Guardians of the Galaxy Vol. 2 is a big, fun, colorful and thoroughly predictable space movie just like Star Wars, except that it has a sense of humor about itself. And since it doesn't have a wealth of preexisting culture to fall back on, it shamelessly harvests pop culture to foster emotional connection with the audience. Sure, it's a little lurid but since the movie doesn't take itself too seriously it's not unpleasant. There is really nothing else you can desire from a big production like this. Maybe Guardians of the Galaxy Vol. 2 doesn't have the craft and nuances of a contemporary classic like the Coen brothers' No Country for Old Men for example, but it stands heads and shoulders above the rest of Marvel's boring-ass movie catalog. The main reason why it doesn't suck is that it was written and directed by the same person James Gunn.
But what do I mean, aside from the fact that Guardians of the Galaxy Vol. 2 doesn't feature two hours of people clumsily fist fighting in silly costumes?

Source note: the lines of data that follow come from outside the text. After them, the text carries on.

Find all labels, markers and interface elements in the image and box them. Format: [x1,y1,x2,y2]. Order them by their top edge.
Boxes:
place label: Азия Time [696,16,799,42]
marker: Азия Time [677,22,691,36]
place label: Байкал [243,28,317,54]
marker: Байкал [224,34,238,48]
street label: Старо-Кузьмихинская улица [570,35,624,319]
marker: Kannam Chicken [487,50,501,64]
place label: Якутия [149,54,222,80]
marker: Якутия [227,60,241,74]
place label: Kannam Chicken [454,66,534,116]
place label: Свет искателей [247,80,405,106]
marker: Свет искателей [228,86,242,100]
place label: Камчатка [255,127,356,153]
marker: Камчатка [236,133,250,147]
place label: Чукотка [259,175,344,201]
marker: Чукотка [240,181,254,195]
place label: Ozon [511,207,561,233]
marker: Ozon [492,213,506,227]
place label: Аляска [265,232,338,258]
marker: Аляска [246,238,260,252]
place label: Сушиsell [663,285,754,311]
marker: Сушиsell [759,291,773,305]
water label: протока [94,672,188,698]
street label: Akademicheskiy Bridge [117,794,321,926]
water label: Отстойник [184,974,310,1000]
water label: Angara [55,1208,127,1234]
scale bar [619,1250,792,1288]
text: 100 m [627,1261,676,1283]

For one, the movie has an interesting antagonist. He is seducing, humanoid and he doesn't JUST want to take over the world. American cinema always had issues representing imperialism with any nuance, so it was refreshing to see it portrayed in such a complex and conflicted way in a movie like Guardians of the Galaxy Vol. 2. James Gunn also tones down the eternally dissatisfying "saving the world" rhetoric that plagues superhero movies and big productions in general. There is a little bit of that, but every character has personal stakes in that fight. And unlike most superheroes, they're all fleshed out, flawed and thoroughly human in their own way. When I said this movie does a lot of things well, I wasn't kidding.

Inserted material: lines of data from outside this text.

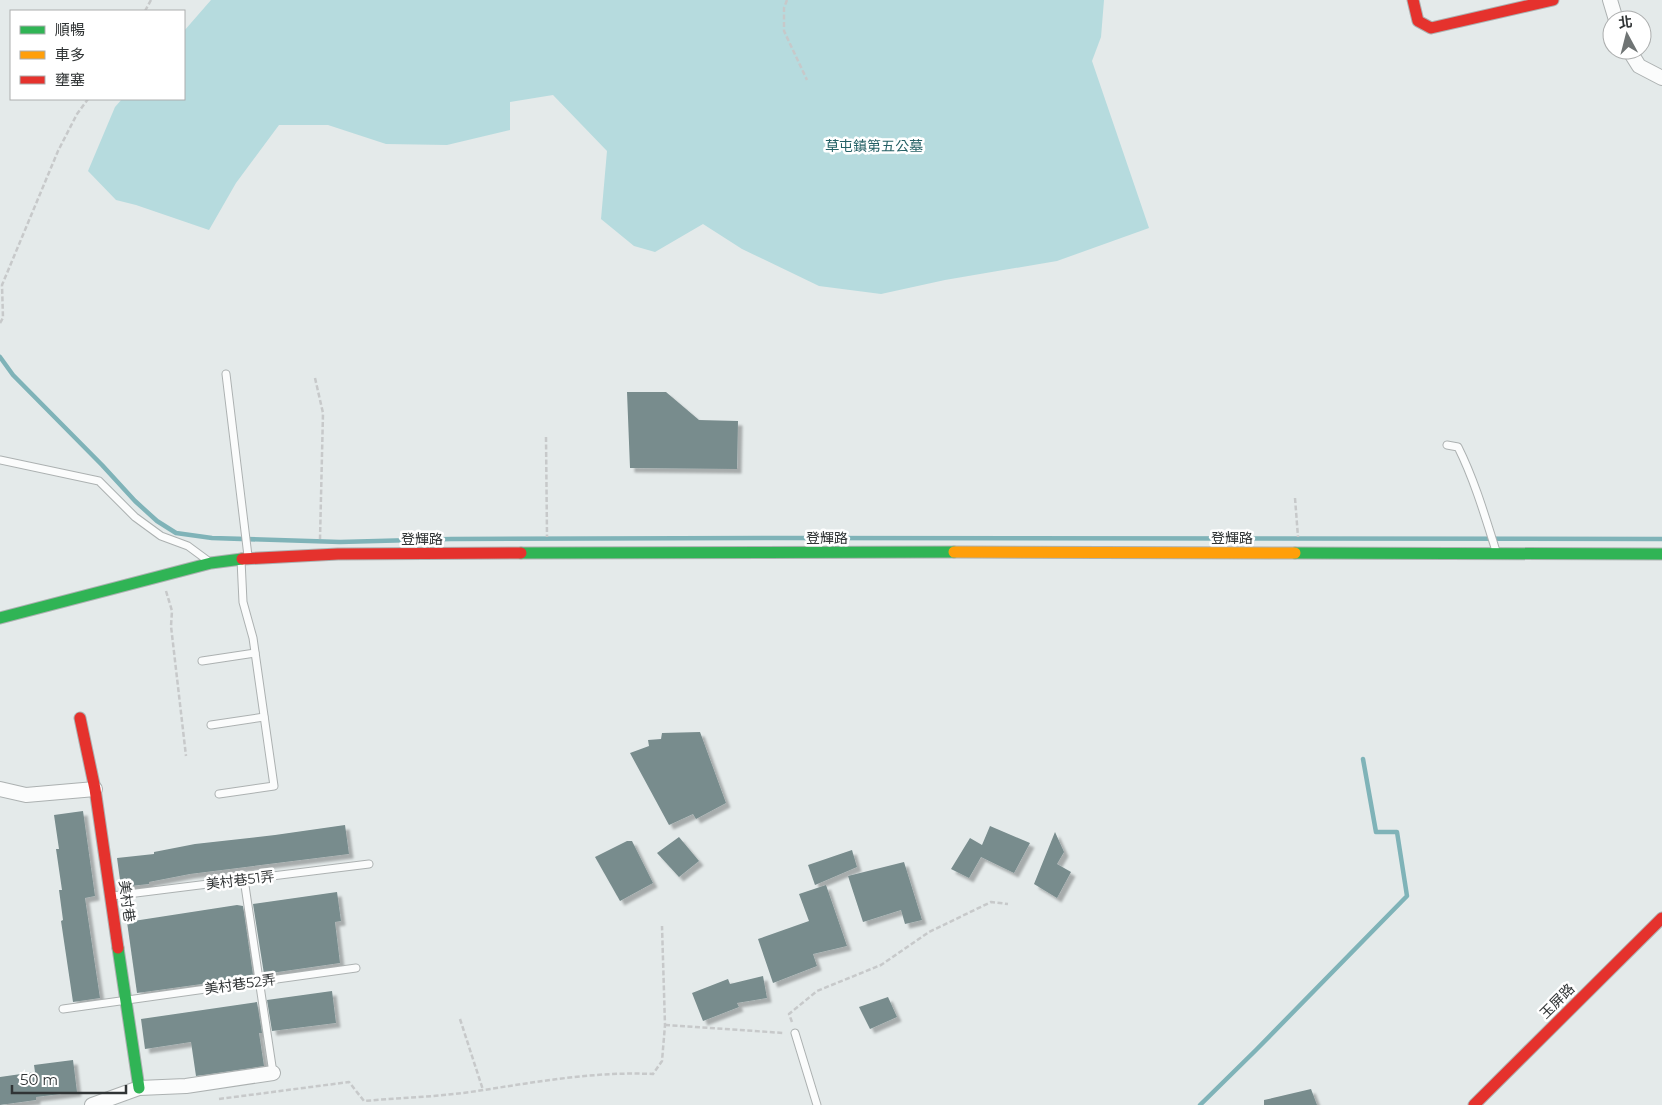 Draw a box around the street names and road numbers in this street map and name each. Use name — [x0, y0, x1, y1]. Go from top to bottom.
street label: 登輝路 — [806, 529, 848, 547]
street label: 登輝路 — [1211, 529, 1253, 547]
street label: 登輝路 — [401, 530, 443, 548]
street label: 美村巷51弄 — [205, 867, 275, 893]
street label: 美村巷 — [115, 879, 139, 923]
street label: 美村巷52弄 — [203, 970, 277, 998]
street label: 玉屏路 — [1536, 980, 1578, 1022]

I wouldn't finish this Guardians of the Galaxy Vol. 2 review without mentioning the cameo from MY MAIN MAN Sylvester Stallone. It didn't have anything to do with anything and it probably alluded to another sequel but it felt good to see my man in there, doing his space mercenary thing. I went into Guardians of the Galaxy Vol. 2 with a critical mind, looking to pick it apart but I have to give writer and director James Gunn his due. The man did his homework and the Guardians of the Galaxy are becoming the only interesting Marvel franchise on screen. Sure, it's a little emotional and manipulative around the edges but you can do that when your characters are sound and your story has an identity of its own. Guardians of the Galaxy Vol. 2 was a blast and if any summer blockbuster deserves your money, it's this one.